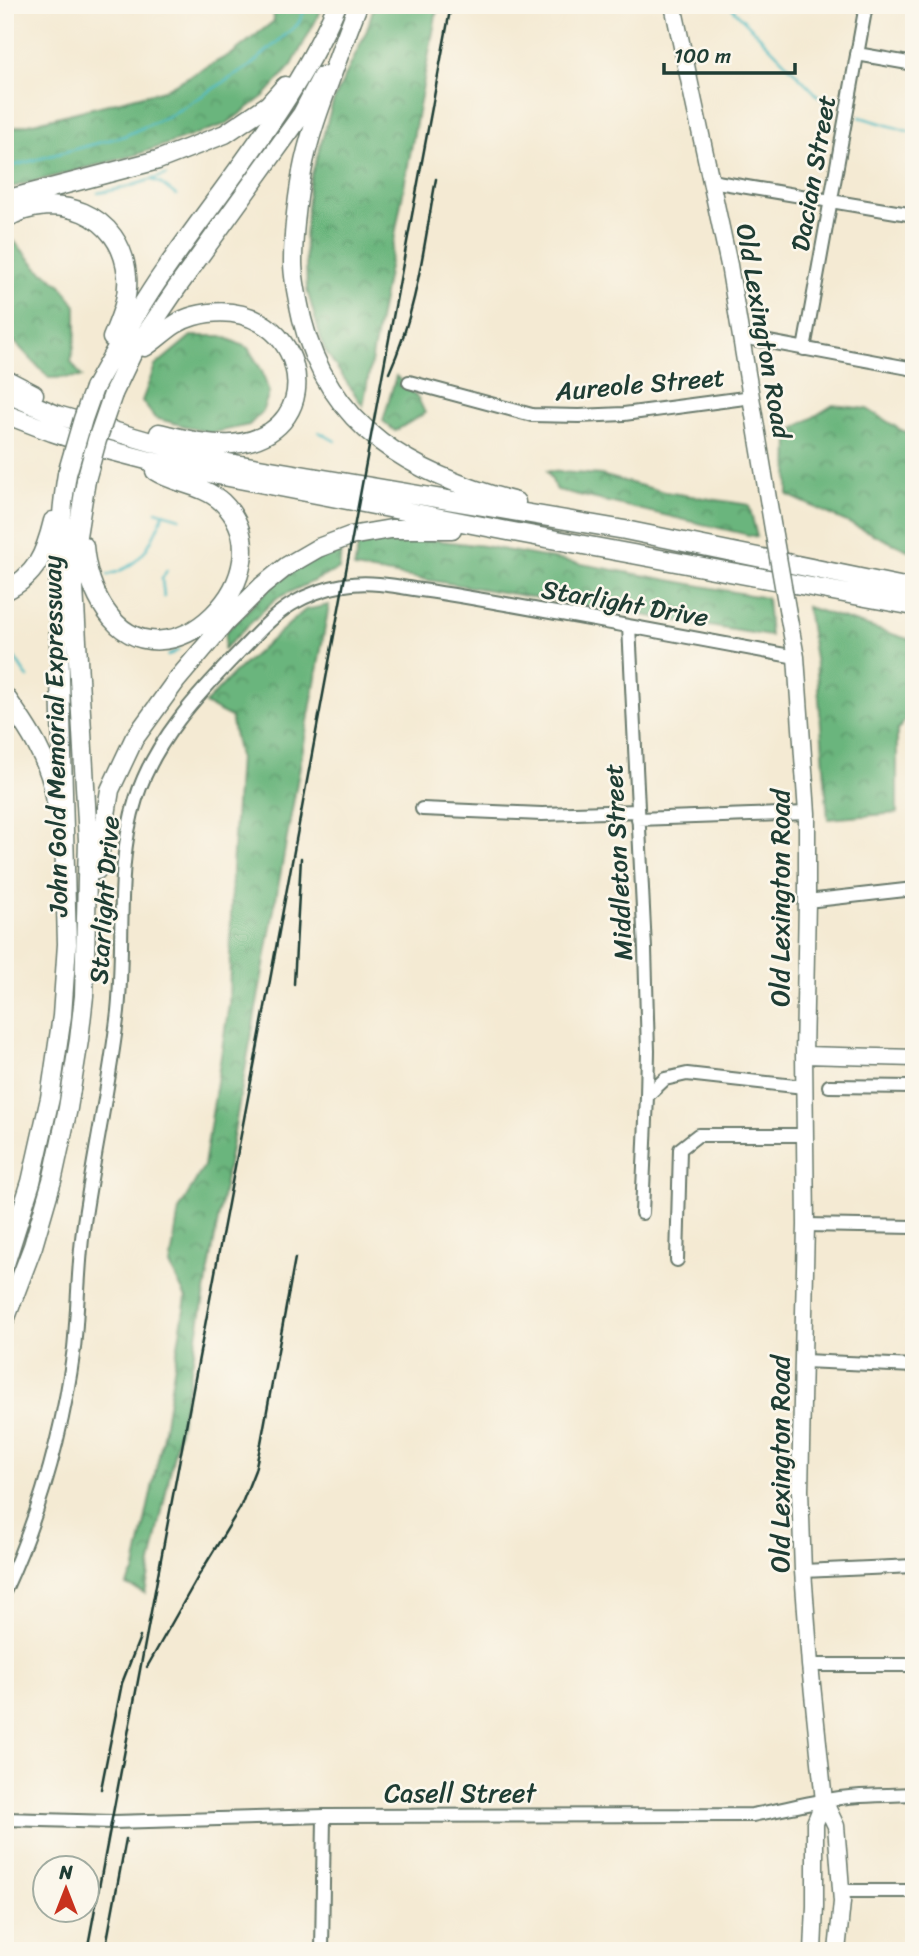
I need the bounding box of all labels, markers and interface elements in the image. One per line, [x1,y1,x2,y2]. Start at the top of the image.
scale bar [664,32,795,76]
text: 100 m [674,37,731,75]
street label: Dacian Street [777,91,849,255]
street label: Old Lexington Road [722,220,806,444]
street label: Aureole Street [552,354,727,414]
street label: John Gold Memorial Expressway [29,554,81,918]
street label: Starlight Drive [538,566,712,640]
street label: Middleton Street [590,762,646,962]
street label: Old Lexington Road [757,787,803,1007]
street label: Starlight Drive [75,814,133,986]
street label: Old Lexington Road [757,1353,803,1573]
street label: Casell Street [384,1770,537,1816]
north arrow [32,1854,102,1924]
text: N [58,1856,73,1889]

══════

PROBLEM TO SOLVE:
All of the data, minus its pictures, should be repeated exactly.

RESPONSE AREA:
I need the bounding box of all labels, markers and interface elements in the image. One per line, [x1,y1,x2,y2]. Start at the top of the image.
scale bar [664,32,795,76]
text: 100 m [674,37,731,75]
street label: Dacian Street [777,91,849,255]
street label: Old Lexington Road [722,220,806,444]
street label: Aureole Street [552,354,727,414]
street label: John Gold Memorial Expressway [29,554,81,918]
street label: Starlight Drive [538,566,712,640]
street label: Middleton Street [590,762,646,962]
street label: Old Lexington Road [757,787,803,1007]
street label: Starlight Drive [75,814,133,986]
street label: Old Lexington Road [757,1353,803,1573]
street label: Casell Street [384,1770,537,1816]
north arrow [32,1854,102,1924]
text: N [58,1856,73,1889]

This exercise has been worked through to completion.